::: Data supplied :::

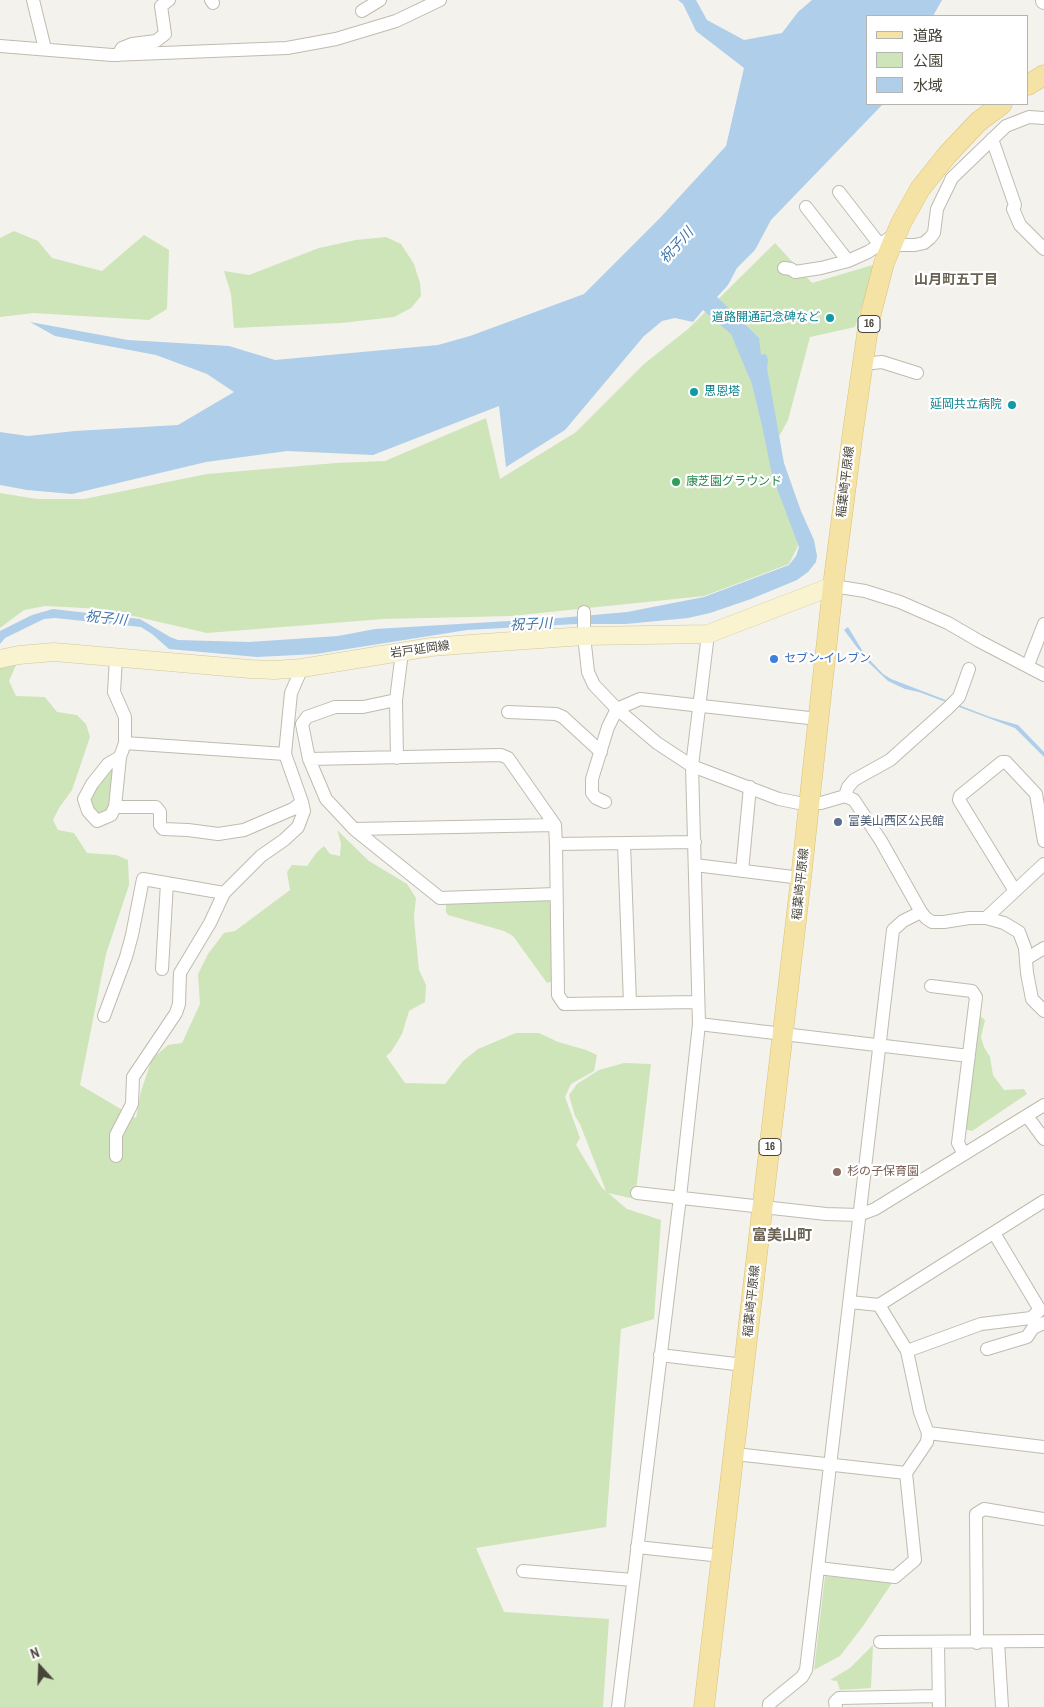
<!DOCTYPE html>
<html>
<head>
<meta charset="utf-8">
<style>
  body { margin:0 }
  #map { position:relative; width:1044px; height:1707px; overflow:hidden; background:#f4f2ec; font-family:"Archivo Narrow","Noto Sans JP",sans-serif }
  canvas { display:block }
  .legend { position:absolute; left:866px; top:15px; width:162px; height:90px; box-sizing:border-box; background:#fff; border:1px solid #b6b4b0; margin:0; padding:6px 9px; list-style:none; font-size:15px; color:#48443a }
  .legend li { display:flex; align-items:center; gap:10px; height:25px }
  .legend b { width:25px; border:1px solid #b6b4b0 }
  .north { position:absolute; left:15px; top:1642px; width:50px; height:50px; -webkit-text-stroke:4px #fff; paint-order:stroke; rotate:340deg; font-size:14px; font-weight:700; line-height:20px; text-align:center; color:#48443a }
  .north::after { content:''; display:block; margin:auto; width:18px; height:22px; background:#48443a; clip-path:polygon(50% 0,100% 100%,50% 72%,0 100%) }
</style>
</head>
<body>
<div id="map">
<canvas width="1044" height="1707"></canvas>
<ul class="legend">
<li><b style="height:6px;background:#f5e3a5"></b>道路</li>
<li><b style="height:14px;background:#cee4b9"></b>公園</li>
<li><b style="height:14px;background:#afceea"></b>水域</li>
</ul>
<div class="north">N</div>
</div>
<script>
const ctx = document.querySelector('canvas').getContext('2d');
ctx.lineJoin = 'round';
function fillPath(path, color) {
  ctx.fillStyle = color;
  ctx.fill(path, 'evenodd');
}
function poly(rows) {
  const path = new Path2D();
  for (const r of rows) {
    path.moveTo(r[0], r[1]);
    for (let i = 2; i < r.length; i += 2) path.lineTo(r[i], r[i + 1]);
  }
  return path;
}
function strokePath(path, color, width, dash) {
  ctx.strokeStyle = color;
  ctx.lineWidth = width;
  ctx.lineCap = dash ? 'butt' : 'round';
  ctx.setLineDash(dash || []);
  ctx.stroke(path);
}
function write(font, color, halo, rows, align = 'center') {
  ctx.font = font + ' "Archivo Narrow","Noto Sans JP",sans-serif';
  ctx.lineWidth = 4.5;
  ctx.setLineDash([]);
  ctx.textBaseline = 'middle';
  ctx.strokeStyle = halo;
  ctx.fillStyle = color;
  for (const [text, x, y, turn = 0] of rows) {
    ctx.save();
    ctx.translate(x, y);
    ctx.rotate((+turn || 0) * Math.PI / 180);
    ctx.textAlign = isNaN(turn) ? turn : align;
    if (halo) ctx.strokeText(text, 0, 0);
    ctx.fillText(text, 0, 0);
    ctx.restore();
  }
}
fillPath(poly([
  [14,231,38,241,52,258,102,271,144,235,169,250,167,309,149,320,33,313,0,317,0,238],
  [386,237,401,244,414,264,420,283,421,296,411,308,394,317,341,323,234,328,231,294,224,271,249,275,319,248,356,240],
  [775,243,812,283,876,264,855,327,810,337,788,420,776,442,793,500,798,546,789,564,704,596,511,616,383,619,207,633,103,609,45,606,24,610,0,628,0,493,37,499,84,499,207,474,336,463,385,461,486,418,500,479,576,432,644,364,688,329],
  [17,663,9,681,16,696,45,697,57,712,77,715,86,724,90,737,72,790,59,808,53,820,58,830,74,833,87,853,116,855,128,860,129,885,106,954,80,1085,136,1118,141,1091,152,1059,168,1045,182,1043,200,1004,198,974,208,954,224,933,235,931,290,890,287,872,292,865,307,866,317,852,324,846,330,854,340,856,341,843,337,830,369,861,407,884,416,898,414,916,415,930,419,970,426,985,425,1002,409,1011,402,1034,391,1052,386,1056,405,1083,445,1084,463,1061,478,1049,516,1033,539,1033,558,1042,586,1050,597,1055,594,1071,571,1084,565,1097,580,1138,576,1145,602,1188,606,1191,580,1124,575,1116,569,1095,577,1084,599,1070,624,1063,651,1064,635,1199,608,1193,627,1209,661,1220,654,1319,621,1329,606,1527,476,1548,504,1612,609,1619,603,1707,0,1707,0,666],
  [113,766,111,810,99,817,87,799],
  [551,899,552,981,547,983,513,936,504,931,448,915,446,912,446,904],
  [979,1015,985,1020,981,1037,984,1047,990,1057,993,1075,1004,1090,1024,1089,1027,1094,972,1131,964,1129],
  [825,1576,892,1583,863,1626,840,1656,814,1670],
  [873,1645,871,1688,840,1690,837,1681,830,1680,850,1668]
]), '#cee4b9');
fillPath(poly([
  [678,0,696,0,707,20,744,40,782,33,798,12,812,0,942,0,933,16,868,16,868,104,883,104,771,220,755,250,737,268,728,285,717,297,759,338,761,355,766,354,768,360,767,368,784,463,801,511,814,540,817,556,816,562,808,572,797,580,751,599,710,613,688,618,626,624,576,624,467,630,316,654,257,657,169,649,152,634,141,627,55,618,44,619,5,638,0,644,0,631,32,615,53,609,140,619,170,637,178,640,249,642,338,636,375,629,559,618,627,612,704,597,789,565,796,556,799,547,772,475,763,430,752,384,731,334,703,310,693,322,675,318,662,321,644,336,565,430,506,467,499,406,373,455,287,451,206,462,72,494,27,490,0,485,0,432,28,436,75,431,178,425,234,392,207,374,156,355,55,336,30,322,128,340,229,346,275,360,438,345,470,336,584,294,660,218,726,146,744,68,696,31,683,4],
  [848,627,865,655,883,674,891,679,990,717,1018,725,1044,752,1044,757,1015,728,919,692,905,689,888,681,868,662,844,630]
]), '#afceea');
const minor = poly([
  [33,0,45,49],
  [211,0,213,3],
  [362,11,380,0],
  [0,46,112,55,287,48,336,39,396,21,440,0],
  [118,55,122,48,132,44,156,41,165,34,161,6,169,0],
  [992,139,1015,205,1013,209,1020,225,1044,249],
  [839,192,880,245],
  [806,207,848,261],
  [892,245,915,245,924,243,930,238,934,233,937,209,952,178,1006,126,1029,117,1044,118],
  [784,268,791,269,795,272,821,268,848,261,868,252,894,235],
  [863,364,882,362,917,373],
  [833,586,865,591,900,602,948,623,979,641,1044,675],
  [584,612,584,636,588,672,594,685,617,709,657,743,692,766,779,799,799,803,821,803,845,796,854,800,881,841,921,912,926,918,932,922,944,922,969,918,986,918,1004,923,1019,932,1025,948,1027,973,1032,999,1044,1011],
  [116,658,114,692,125,717,125,743,285,754],
  [1028,665,1044,624],
  [396,700,363,707,335,707,307,717,302,724,309,759,326,799,354,829,440,898,556,894],
  [508,712,556,714,563,717,601,752],
  [125,743,120,757,108,764,92,784,84,799,88,811,97,821,111,815,115,807,156,807,160,812,160,825,163,829,188,830,218,834,244,830,293,809,302,802,285,754,291,693,302,668],
  [397,758,396,700,402,652],
  [309,759,501,755,508,758,555,825,556,844,695,842],
  [845,796,848,787,854,780,890,760,948,708,959,697,969,669],
  [605,802,596,798,592,793,592,779,608,727,617,709,640,699,818,719],
  [115,807,120,757],
  [354,829,555,825],
  [556,844,558,995,564,1004,698,1002],
  [624,844,630,1003],
  [695,865,801,878],
  [742,871,750,787],
  [1015,891,959,800,960,796,1002,762,1006,762,1036,794,1044,841],
  [986,918,1044,864],
  [1026,959,1044,948],
  [162,969,167,883],
  [931,986,972,991,976,997,958,1143,964,1154],
  [104,1016,126,957,132,935,143,879,224,893],
  [699,1024,969,1056],
  [1027,1116,1044,1139],
  [116,1156,116,1135,132,1104,133,1077,176,1013,179,1004,180,973,210,923,224,893,261,856,284,840,298,827,304,811,302,802],
  [637,1193,826,1214,859,1215,875,1209,1044,1105],
  [850,1302,879,1305,1044,1201],
  [879,1305,907,1351,920,1412,928,1433,1044,1447],
  [987,1349,1027,1337,1033,1328,1044,1323],
  [907,1351,981,1324,1031,1318,1040,1310,994,1233],
  [660,1355,744,1365],
  [735,1454,906,1473,927,1442,928,1433],
  [637,1547,722,1556],
  [818,1568,895,1577,915,1560,906,1473],
  [523,1571,633,1580],
  [880,1642,1044,1641],
  [998,1642,1002,1707],
  [938,1643,939,1707],
  [977,1643,976,1514,984,1509,1044,1519],
  [618,1707,680,1197,699,1024,692,766,708,634],
  [769,1707,769,1704,802,1677,806,1670,893,930,903,921,921,912],
  [836,1707,835,1702,839,1698,938,1696]
]);
const tertiary = poly([
  [1044,0,1044,1]
]);
const secondary = poly([
  [0,659,19,655,54,652,250,669,275,670,302,668,431,647,470,644,584,636,708,634,833,586]
]);
const primary = poly([
  [1028,85,1044,75],
  [704,1707,801,878,833,586,853,431,869,321,884,263,901,223,920,189,947,155,978,122,1002,104]
]);
strokePath(minor, '#bfbbaf', 14);
strokePath(tertiary, '#bfbbaf', 18);
strokePath(secondary, '#cfc7a0', 19);
strokePath(primary, '#d9c275', 21);
strokePath(minor, '#fff', 12);
strokePath(tertiary, '#fff', 16);
strokePath(secondary, '#faf3d0', 18);
strokePath(primary, '#f5e3a5', 20);
for (const [x, y, r, color] of [
  [830,318,5,"#0f9aa8"],
  [694,392,5,"#0f9aa8"],
  [1012,405,5,"#0f9aa8"],
  [676,482,5,"#2e9e5b"],
  [774,659,5,"#3f7fe0"],
  [838,822,5,"#5c6f8a"],
  [837,1172,5,"#8d6e63"]
]) {
  const dot = new Path2D();
  dot.arc(x, y, r, 0, 2 * Math.PI);
  ctx.fillStyle = color;
  ctx.fill(dot);
  strokePath(dot, '#fff', 2);
}
for (const [x, y, w] of [
  [869,324,22],
  [770,1147,22]
]) {
  const box = new Path2D();
  box.roundRect(x - w / 2, y - 8.5, w, 17, 4);
  ctx.fillStyle = '#fff';
  ctx.fill(box);
  strokePath(box, '#48443a', 1);
}
write('bold 11px', '#48443a', null, [
  ["16",869,324],
  ["16",770,1147]
]);
write('12px', '#0d838f', '#fff', [
  ["道路開通記念碑など",820,318],
  ["思恩塔",704,392,"left"],
  ["延岡共立病院",1002,405]
], 'right');
write('12px', '#27864d', '#fff', [
  ["康芝園グラウンド",686,482]
], 'left');
write('12px', '#48443a', '#fff', [
  ["稲葉崎平原線",846,482,-83],
  ["岩戸延岡線",420,650,-8],
  ["稲葉崎平原線",801,884,-84],
  ["稲葉崎平原線",752,1301,-84]
]);
write('12px', '#366cbe', '#fff', [
  ["セブン-イレブン",784,659]
], 'left');
write('12px', '#4e5e75', '#fff', [
  ["富美山西区公民館",848,822]
], 'left');
write('12px', '#785e54', '#fff', [
  ["杉の子保育園",847,1172]
], 'left');
write('italic 14px', '#3d74aa', '#fff', [
  ["祝子川",677,246,-48],
  ["祝子川",106,619,6],
  ["祝子川",531,625,-3]
]);
write('bold 14px', '#6a6252', '#fff', [
  ["山月町五丁目",956,280]
]);
write('bold 15px', '#6a6252', '#fff', [
  ["富美山町",782,1236]
]);
</script>
</body>
</html>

:::

§ Task directions
Your answer should be a single number: the count of lines in the entries that contain "font".

§ Result of this exercise
5